Miniature circuit breaker and abrupt moving contact assembly thereof

Technical Field

The invention relates to a miniature circuit breaker, in particular to a snap-in moving contact assembly for realizing snap-in by micro energy storage.

Background

Miniature circuit breakers are one of the most widely used terminal protection appliances in the introduction of building electrical terminal distribution devices. The miniature circuit breaker is composed of a switching-on and switching-off mechanism, contacts, a protection device, an arc extinguishing system and the like. The working principle is as follows: overload and short-circuit protection are realized by using a protection device (release) and a current thermal assembly, when the current passing through a coil in the current thermal assembly is larger than a set current value, a movable iron core of the electromagnetic release acts to push a striking rod to strike an operating mechanism, so that the operating mechanism is unlocked, a circuit breaker is opened, and then the circuit is disconnected, thereby realizing overload and short-circuit protection on the circuit. When the circuit fault is discharged, the switching-on and switching-off mechanism is used for switching-on operation, so that the circuit is switched on. At present, the most miniature circuit breakers used in China nowadays are manual opening and closing type, and the circuit can be opened and closed by manually poking the opening and closing mechanism. The manual opening and closing miniature circuit breaker has simple structure and low cost, and does not need extra electric energy, so that opening and closing operation can be performed under the condition of no electric energy, and the manual opening and closing miniature circuit breaker is widely applied to old power grids.

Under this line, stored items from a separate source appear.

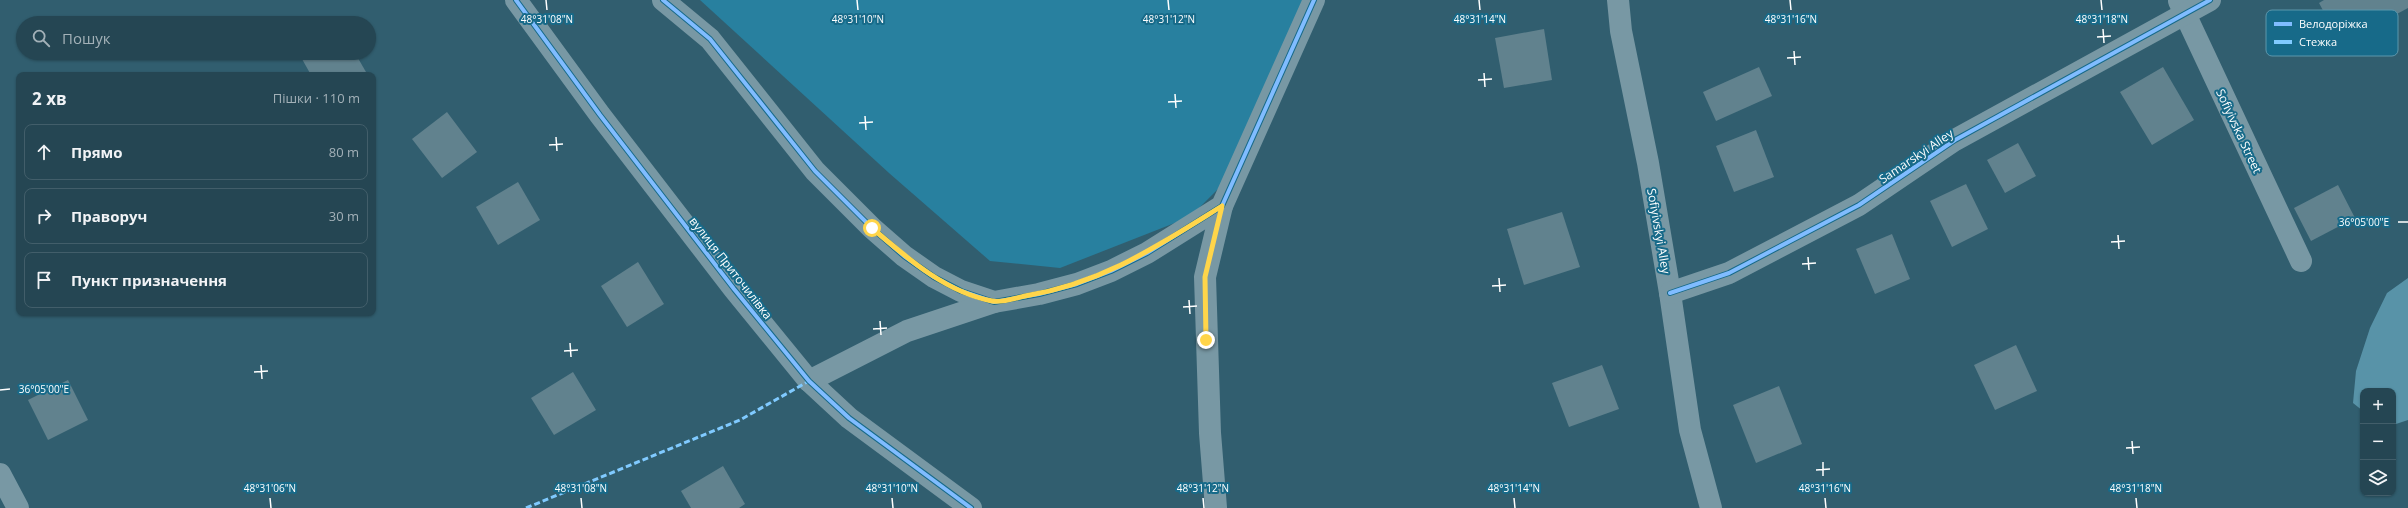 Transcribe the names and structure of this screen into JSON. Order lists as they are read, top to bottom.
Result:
{
  "streets": {
    "street": [
      "Sofiyivska Street",
      "Samarskyi Alley",
      "Sofiyivskyi Alley",
      "вулиця Приточилівка"
    ]
  },
  "crossings": [
    ["Sofiyivska Street", "Samarskyi Alley"],
    ["Samarskyi Alley", "Sofiyivskyi Alley"]
  ],
  "legend": ["Велодоріжка", "Стежка"],
  "page": {
    "search": "Пошук",
    "heading": ["2 хв", "Пішки · 110 m"],
    "list": [
      ["Прямо", "80 m"],
      ["Праворуч", "30 m"],
      "Пункт призначення"
    ],
    "map_buttons": ["+", "−"]
  },
  "coordinates": [
    "48°31'08\"N",
    "48°31'10\"N",
    "48°31'12\"N",
    "48°31'14\"N",
    "48°31'16\"N",
    "48°31'18\"N",
    "36°05'00\"E",
    "48°31'06\"N"
  ]
}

However, with the development of science and technology, intelligent home appliances are increasingly widely used, and as a common miniature circuit breaker for protecting electric appliances, an intelligent control system is also urgently needed to be additionally arranged. In order to match with a common miniature circuit breaker of manual switching-on/off type which is widely used, an intelligent miniature circuit breaker which can be controlled remotely is newly added on one side of the common miniature circuit breaker, and the intelligent miniature circuit breaker drives other common miniature circuit breakers to perform switching-on/off operation according to an input control signal.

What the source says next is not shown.